▶ [WORK TASK]:
An exact, complete copy of the entries is what is needed.

▶ [AVAILABLE DATA]:
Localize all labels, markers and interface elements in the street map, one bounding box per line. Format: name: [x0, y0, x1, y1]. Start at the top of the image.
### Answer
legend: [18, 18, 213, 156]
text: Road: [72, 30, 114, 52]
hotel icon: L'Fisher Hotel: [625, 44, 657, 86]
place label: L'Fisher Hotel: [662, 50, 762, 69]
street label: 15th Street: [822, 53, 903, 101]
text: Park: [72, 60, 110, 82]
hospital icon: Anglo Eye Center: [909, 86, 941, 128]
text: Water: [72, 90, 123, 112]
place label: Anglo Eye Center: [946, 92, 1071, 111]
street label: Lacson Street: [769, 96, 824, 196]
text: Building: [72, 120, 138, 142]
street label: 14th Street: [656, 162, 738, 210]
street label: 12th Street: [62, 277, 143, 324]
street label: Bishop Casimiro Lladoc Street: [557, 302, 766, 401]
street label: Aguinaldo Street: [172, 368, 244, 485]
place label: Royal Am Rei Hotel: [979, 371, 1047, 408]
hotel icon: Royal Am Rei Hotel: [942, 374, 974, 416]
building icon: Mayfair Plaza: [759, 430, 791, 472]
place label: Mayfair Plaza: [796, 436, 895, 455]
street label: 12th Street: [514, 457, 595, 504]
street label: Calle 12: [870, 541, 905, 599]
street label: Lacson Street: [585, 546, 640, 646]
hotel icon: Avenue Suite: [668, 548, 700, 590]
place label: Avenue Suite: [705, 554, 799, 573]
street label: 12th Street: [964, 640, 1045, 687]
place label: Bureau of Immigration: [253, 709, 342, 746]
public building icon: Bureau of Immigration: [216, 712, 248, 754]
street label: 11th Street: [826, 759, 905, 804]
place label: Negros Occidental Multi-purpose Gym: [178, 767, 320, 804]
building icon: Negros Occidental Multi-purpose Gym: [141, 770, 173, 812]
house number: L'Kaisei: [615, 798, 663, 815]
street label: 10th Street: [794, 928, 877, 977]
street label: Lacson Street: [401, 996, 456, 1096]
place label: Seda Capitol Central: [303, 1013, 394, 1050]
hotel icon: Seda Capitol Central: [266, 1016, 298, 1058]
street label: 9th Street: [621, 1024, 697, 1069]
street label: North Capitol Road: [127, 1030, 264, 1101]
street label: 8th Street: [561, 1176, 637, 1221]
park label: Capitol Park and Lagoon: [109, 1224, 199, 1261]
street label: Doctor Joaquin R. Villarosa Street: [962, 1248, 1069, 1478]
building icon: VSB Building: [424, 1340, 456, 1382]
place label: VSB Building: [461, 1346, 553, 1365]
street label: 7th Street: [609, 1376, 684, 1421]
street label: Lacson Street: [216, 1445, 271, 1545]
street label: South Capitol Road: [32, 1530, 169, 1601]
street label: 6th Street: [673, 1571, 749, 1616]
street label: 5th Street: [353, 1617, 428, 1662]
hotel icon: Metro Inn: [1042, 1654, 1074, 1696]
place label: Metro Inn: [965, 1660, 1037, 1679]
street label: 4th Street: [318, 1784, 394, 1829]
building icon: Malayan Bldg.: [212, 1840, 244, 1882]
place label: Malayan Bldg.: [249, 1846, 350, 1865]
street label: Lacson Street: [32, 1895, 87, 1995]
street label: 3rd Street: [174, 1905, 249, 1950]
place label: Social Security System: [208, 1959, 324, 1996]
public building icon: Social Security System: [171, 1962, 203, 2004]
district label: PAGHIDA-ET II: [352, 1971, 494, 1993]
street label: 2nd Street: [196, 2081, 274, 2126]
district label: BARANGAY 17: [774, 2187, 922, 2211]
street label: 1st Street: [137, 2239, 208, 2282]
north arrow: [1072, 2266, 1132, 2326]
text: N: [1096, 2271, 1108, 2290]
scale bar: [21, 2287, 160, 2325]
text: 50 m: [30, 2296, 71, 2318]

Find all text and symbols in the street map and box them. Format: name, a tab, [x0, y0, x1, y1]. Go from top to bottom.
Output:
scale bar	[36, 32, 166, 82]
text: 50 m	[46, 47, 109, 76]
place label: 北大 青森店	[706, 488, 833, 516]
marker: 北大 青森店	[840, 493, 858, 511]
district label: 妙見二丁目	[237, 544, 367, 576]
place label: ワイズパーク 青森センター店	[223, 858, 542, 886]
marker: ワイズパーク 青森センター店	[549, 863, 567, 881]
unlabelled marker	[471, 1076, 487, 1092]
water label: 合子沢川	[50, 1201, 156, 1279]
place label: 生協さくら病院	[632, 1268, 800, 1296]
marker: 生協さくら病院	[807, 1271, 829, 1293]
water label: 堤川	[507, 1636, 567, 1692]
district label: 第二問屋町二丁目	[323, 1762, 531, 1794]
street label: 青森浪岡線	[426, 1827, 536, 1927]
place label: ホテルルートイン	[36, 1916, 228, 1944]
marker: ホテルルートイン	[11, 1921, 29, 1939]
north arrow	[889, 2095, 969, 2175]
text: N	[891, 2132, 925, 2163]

▶ [ANSWER BOX]:
Localize all labels, markers and interface elements in the street map, one bounding box per line. Format: name: [x0, y0, x1, y1]. Start at the top of the image.
### Answer
legend: [18, 18, 213, 156]
text: Road: [72, 30, 114, 52]
hotel icon: L'Fisher Hotel: [625, 44, 657, 86]
place label: L'Fisher Hotel: [662, 50, 762, 69]
street label: 15th Street: [822, 53, 903, 101]
text: Park: [72, 60, 110, 82]
hospital icon: Anglo Eye Center: [909, 86, 941, 128]
text: Water: [72, 90, 123, 112]
place label: Anglo Eye Center: [946, 92, 1071, 111]
street label: Lacson Street: [769, 96, 824, 196]
text: Building: [72, 120, 138, 142]
street label: 14th Street: [656, 162, 738, 210]
street label: 12th Street: [62, 277, 143, 324]
street label: Bishop Casimiro Lladoc Street: [557, 302, 766, 401]
street label: Aguinaldo Street: [172, 368, 244, 485]
place label: Royal Am Rei Hotel: [979, 371, 1047, 408]
hotel icon: Royal Am Rei Hotel: [942, 374, 974, 416]
building icon: Mayfair Plaza: [759, 430, 791, 472]
place label: Mayfair Plaza: [796, 436, 895, 455]
street label: 12th Street: [514, 457, 595, 504]
street label: Calle 12: [870, 541, 905, 599]
street label: Lacson Street: [585, 546, 640, 646]
hotel icon: Avenue Suite: [668, 548, 700, 590]
place label: Avenue Suite: [705, 554, 799, 573]
street label: 12th Street: [964, 640, 1045, 687]
place label: Bureau of Immigration: [253, 709, 342, 746]
public building icon: Bureau of Immigration: [216, 712, 248, 754]
street label: 11th Street: [826, 759, 905, 804]
place label: Negros Occidental Multi-purpose Gym: [178, 767, 320, 804]
building icon: Negros Occidental Multi-purpose Gym: [141, 770, 173, 812]
house number: L'Kaisei: [615, 798, 663, 815]
street label: 10th Street: [794, 928, 877, 977]
street label: Lacson Street: [401, 996, 456, 1096]
place label: Seda Capitol Central: [303, 1013, 394, 1050]
hotel icon: Seda Capitol Central: [266, 1016, 298, 1058]
street label: 9th Street: [621, 1024, 697, 1069]
street label: North Capitol Road: [127, 1030, 264, 1101]
street label: 8th Street: [561, 1176, 637, 1221]
park label: Capitol Park and Lagoon: [109, 1224, 199, 1261]
street label: Doctor Joaquin R. Villarosa Street: [962, 1248, 1069, 1478]
building icon: VSB Building: [424, 1340, 456, 1382]
place label: VSB Building: [461, 1346, 553, 1365]
street label: 7th Street: [609, 1376, 684, 1421]
street label: Lacson Street: [216, 1445, 271, 1545]
street label: South Capitol Road: [32, 1530, 169, 1601]
street label: 6th Street: [673, 1571, 749, 1616]
street label: 5th Street: [353, 1617, 428, 1662]
hotel icon: Metro Inn: [1042, 1654, 1074, 1696]
place label: Metro Inn: [965, 1660, 1037, 1679]
street label: 4th Street: [318, 1784, 394, 1829]
building icon: Malayan Bldg.: [212, 1840, 244, 1882]
place label: Malayan Bldg.: [249, 1846, 350, 1865]
street label: Lacson Street: [32, 1895, 87, 1995]
street label: 3rd Street: [174, 1905, 249, 1950]
place label: Social Security System: [208, 1959, 324, 1996]
public building icon: Social Security System: [171, 1962, 203, 2004]
district label: PAGHIDA-ET II: [352, 1971, 494, 1993]
street label: 2nd Street: [196, 2081, 274, 2126]
district label: BARANGAY 17: [774, 2187, 922, 2211]
street label: 1st Street: [137, 2239, 208, 2282]
north arrow: [1072, 2266, 1132, 2326]
text: N: [1096, 2271, 1108, 2290]
scale bar: [21, 2287, 160, 2325]
text: 50 m: [30, 2296, 71, 2318]

Find all text and symbols in the street map and box them. Format: name, a tab, [x0, y0, x1, y1]. Go from top to bottom.
Output:
scale bar	[36, 32, 166, 82]
text: 50 m	[46, 47, 109, 76]
place label: 北大 青森店	[706, 488, 833, 516]
marker: 北大 青森店	[840, 493, 858, 511]
district label: 妙見二丁目	[237, 544, 367, 576]
place label: ワイズパーク 青森センター店	[223, 858, 542, 886]
marker: ワイズパーク 青森センター店	[549, 863, 567, 881]
unlabelled marker	[471, 1076, 487, 1092]
water label: 合子沢川	[50, 1201, 156, 1279]
place label: 生協さくら病院	[632, 1268, 800, 1296]
marker: 生協さくら病院	[807, 1271, 829, 1293]
water label: 堤川	[507, 1636, 567, 1692]
district label: 第二問屋町二丁目	[323, 1762, 531, 1794]
street label: 青森浪岡線	[426, 1827, 536, 1927]
place label: ホテルルートイン	[36, 1916, 228, 1944]
marker: ホテルルートイン	[11, 1921, 29, 1939]
north arrow	[889, 2095, 969, 2175]
text: N	[891, 2132, 925, 2163]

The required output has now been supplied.